Underestimating Clint

Being underestimated was not a misfortune for Clint Eastwood, who used it to his advantage to forge an astonishing career which is still going, writes the New Yorker.

“Being underestimated is, for some people, a misfortune. For Eastwood, it became a weapon. Certainly, no one meeting him in his twenties, before his movie career began, would have seen much more than a good-looking Californian who loved beer, women, cars, and noodling at the piano—a fun guy to hang out with.

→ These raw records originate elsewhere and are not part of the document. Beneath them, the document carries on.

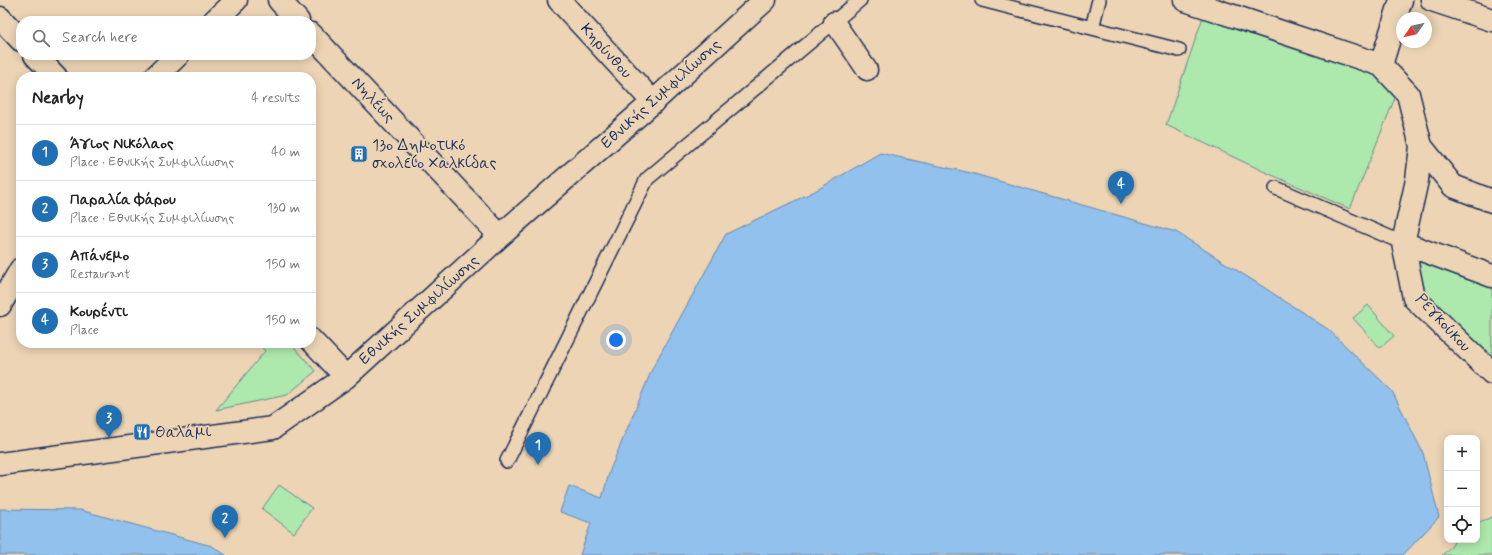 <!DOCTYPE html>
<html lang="en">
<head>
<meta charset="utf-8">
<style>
	body { margin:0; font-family:Mynerve,sans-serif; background:#f6f6f6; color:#222 }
	.controls { position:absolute; right:12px; bottom:12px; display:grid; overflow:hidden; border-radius:8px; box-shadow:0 2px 10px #0003 }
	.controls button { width:36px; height:36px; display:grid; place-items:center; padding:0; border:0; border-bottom:1px solid #e0e0e0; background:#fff; color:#222; font:20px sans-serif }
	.compass { position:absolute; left:1396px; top:12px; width:36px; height:36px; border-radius:50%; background:#fff; box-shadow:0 2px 10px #0003; rotate:236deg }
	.you { position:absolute; left:616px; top:340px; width:14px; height:14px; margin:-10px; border:3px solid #fff; border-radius:50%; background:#1a73e8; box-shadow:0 0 0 6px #1a73e833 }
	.badge { display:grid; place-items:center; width:26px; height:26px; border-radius:50%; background:#1f6fb2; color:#fff; font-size:13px; font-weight:700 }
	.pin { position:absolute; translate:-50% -33px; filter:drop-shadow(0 1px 2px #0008) }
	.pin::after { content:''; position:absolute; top:21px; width:14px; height:12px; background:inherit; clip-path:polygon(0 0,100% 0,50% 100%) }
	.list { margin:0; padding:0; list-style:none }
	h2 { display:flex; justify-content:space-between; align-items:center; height:52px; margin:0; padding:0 16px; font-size:17px }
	h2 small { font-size:13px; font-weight:400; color:#767676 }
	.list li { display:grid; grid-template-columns:26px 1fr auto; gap:12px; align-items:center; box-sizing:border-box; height:56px; padding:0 16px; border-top:1px solid #e0e0e0 }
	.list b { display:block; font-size:15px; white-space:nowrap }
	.list p { margin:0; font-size:13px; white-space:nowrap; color:#767676 }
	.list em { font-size:13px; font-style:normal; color:#767676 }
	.icon { flex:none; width:22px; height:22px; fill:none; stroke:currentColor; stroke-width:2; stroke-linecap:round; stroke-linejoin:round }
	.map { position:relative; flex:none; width:1492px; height:555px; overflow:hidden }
	.search { position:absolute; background:#fff; box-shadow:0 2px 10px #0003; left:16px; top:16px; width:300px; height:44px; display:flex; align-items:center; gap:10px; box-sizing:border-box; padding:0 14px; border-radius:16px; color:#767676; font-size:15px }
	.panel { position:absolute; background:#fff; box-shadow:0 2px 10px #0003; left:16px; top:72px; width:300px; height:276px; border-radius:16px }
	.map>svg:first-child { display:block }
</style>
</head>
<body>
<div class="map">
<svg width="1492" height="555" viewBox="0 0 1492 555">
	<rect width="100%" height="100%" fill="#ecd4b4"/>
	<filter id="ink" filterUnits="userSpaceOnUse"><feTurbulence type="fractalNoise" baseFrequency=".025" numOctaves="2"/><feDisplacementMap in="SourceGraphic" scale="8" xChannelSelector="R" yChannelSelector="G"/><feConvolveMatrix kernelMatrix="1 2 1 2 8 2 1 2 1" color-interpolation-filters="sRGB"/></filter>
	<g filter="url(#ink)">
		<!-- green -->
		<path fill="#ade8ad" stroke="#648c86" d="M1204,14L1373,71L1397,93L1350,209L1265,172L1166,125Z
			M1403,243L1492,276V369L1414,298Z
			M1368,305L1394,336L1380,348L1353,318Z
			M258,343H290L316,371L287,395L216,410L265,351Z
			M279,485L312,508L294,533L262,509Z
			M1492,517V555H1442L1452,546L1455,540H1477V523Z"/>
		<!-- water -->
		<path fill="#91c1ec" stroke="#6287b3" d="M880,153L971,173L1176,232L1257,283L1329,330L1392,391L1423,453L1439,517L1403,555H580L591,523L560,512L569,486L602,498L610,470L653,367L726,234L815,191Z
			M0,509L80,510L212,546L226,555H0Z"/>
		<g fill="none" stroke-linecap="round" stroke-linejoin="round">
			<defs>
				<path id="service" d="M982,0L1092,28L1099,0
					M1092,28L1179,50
					M1276,188L1403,243
					M507,461L647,179L860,0"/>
				<path id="pedestrian" d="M834,22L867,70"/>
				<path id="minor" d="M279,0L298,21
					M559,0L653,102
					M1185,0L1381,65L1408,94L1421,146L1417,180L1403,243L1414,298L1492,373
					M1432,0L1492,20
					M0,18L21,40
					M214,21L236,0
					M311,34L500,236
					M35,55L56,77
					M1381,65L1401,0
					M155,77L178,55
					M1421,146L1453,186L1492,201
					M1403,243L1492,276
					M0,305L21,269
					M311,340L346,377
					M0,464L273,428L346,377L500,236L653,102L765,0"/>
			</defs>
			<!-- service casing -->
			<use href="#service" stroke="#1b2f5e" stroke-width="16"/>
			<!-- pedestrian casing -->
			<use href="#pedestrian" stroke="#1b2f5e" stroke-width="23"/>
			<!-- minor casing -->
			<use href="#minor" stroke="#1b2f5e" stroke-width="25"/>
			<!-- service -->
			<use href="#service" stroke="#ecd4b4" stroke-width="13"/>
			<!-- pedestrian -->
			<use href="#pedestrian" stroke="#ecd4b4" stroke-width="20"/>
			<!-- minor -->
			<use href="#minor" stroke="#ecd4b4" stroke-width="22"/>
		</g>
	</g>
	<!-- icons -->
	<defs>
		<symbol id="building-square" viewBox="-11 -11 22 22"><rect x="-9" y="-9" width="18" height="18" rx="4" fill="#1f6fb2" stroke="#ecd4b4"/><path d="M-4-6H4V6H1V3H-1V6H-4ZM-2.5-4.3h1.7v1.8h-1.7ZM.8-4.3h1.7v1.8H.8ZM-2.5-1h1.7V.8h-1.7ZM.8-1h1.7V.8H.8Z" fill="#fff"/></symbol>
		<symbol id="restaurant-square" viewBox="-11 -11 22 22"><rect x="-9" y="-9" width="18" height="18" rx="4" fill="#1f6fb2" stroke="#ecd4b4"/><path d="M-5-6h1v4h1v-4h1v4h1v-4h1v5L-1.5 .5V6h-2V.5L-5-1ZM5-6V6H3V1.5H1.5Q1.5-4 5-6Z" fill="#fff"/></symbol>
	</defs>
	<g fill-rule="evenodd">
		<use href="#building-square" x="349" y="144" width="20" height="20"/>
		<use href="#restaurant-square" x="132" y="422" width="20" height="20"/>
	</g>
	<g text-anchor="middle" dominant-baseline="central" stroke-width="3.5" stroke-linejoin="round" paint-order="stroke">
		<!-- street labels -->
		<g font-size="16" fill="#1b2f5e" stroke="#ecd4b4">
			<text transform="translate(606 51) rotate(48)">Κηρύνθου</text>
			<text transform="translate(661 94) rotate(-42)">Εθνικής Συμφιλίωσης</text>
			<text transform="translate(373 100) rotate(47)">Νηλέως</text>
			<text transform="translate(419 310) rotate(-42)">Εθνικής Συμφιλίωσης</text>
			<text transform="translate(1443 323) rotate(47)">Ρεγκούκου</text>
		</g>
		<!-- poi labels -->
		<g font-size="16" fill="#1b2f5e" stroke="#ecd4b4" text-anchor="start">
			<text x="372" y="145">13ο Δημοτικό<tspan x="372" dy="18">σχολείο Χαλκίδας</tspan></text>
			<text x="155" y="432">Θαλάμι</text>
		</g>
	</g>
</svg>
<div class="controls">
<button>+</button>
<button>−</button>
<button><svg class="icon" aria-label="locate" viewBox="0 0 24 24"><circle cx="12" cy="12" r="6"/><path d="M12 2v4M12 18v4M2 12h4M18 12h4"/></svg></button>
</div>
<svg class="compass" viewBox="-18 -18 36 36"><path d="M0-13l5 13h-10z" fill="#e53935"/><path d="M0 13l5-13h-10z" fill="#767676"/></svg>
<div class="you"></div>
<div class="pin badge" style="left:538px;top:465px">1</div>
<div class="pin badge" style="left:225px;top:538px">2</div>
<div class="pin badge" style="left:109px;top:438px">3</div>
<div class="pin badge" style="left:1121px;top:204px">4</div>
<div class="search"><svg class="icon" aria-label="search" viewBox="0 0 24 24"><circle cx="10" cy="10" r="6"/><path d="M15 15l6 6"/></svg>Search here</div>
<section class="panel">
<h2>Nearby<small>4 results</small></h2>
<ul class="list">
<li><span class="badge">1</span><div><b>Άγιος Νικόλαος</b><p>Place · Εθνικής Συμφιλίωσης</p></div><em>40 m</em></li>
<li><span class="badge">2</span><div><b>Παραλία Φάρου</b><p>Place · Εθνικής Συμφιλίωσης</p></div><em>130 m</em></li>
<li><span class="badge">3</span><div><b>Απάνεμο</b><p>Restaurant</p></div><em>150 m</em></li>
<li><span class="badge">4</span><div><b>Κουρέντι</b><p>Place</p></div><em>150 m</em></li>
</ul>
</section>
</div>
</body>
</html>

Since those unprepossessing days, he has done the following: starred in a hit TV show, ‘Rawhide’; appeared in more than fifty movies and directed thirty-one, often acting, directing, and producing at the same time; added several menacingly ironic locutions to the language, such as ‘Make my day,’ which Ronald Reagan quoted in the face of a congressional movement to raise taxes; become a kind of mythic-heroic-redemptive figure, interacting with public desire in a way that no actor has done since John Wayne; served as the mayor of Carmel; won four Oscars and received many other awards, including a hug from Nicolas Sarkozy while becoming commander of the Légion d’Honneur, last November. Those who were skeptical of Eastwood forty years ago (I’m one of them) have long since capitulated, retired, or died. He has outlasted everyone.”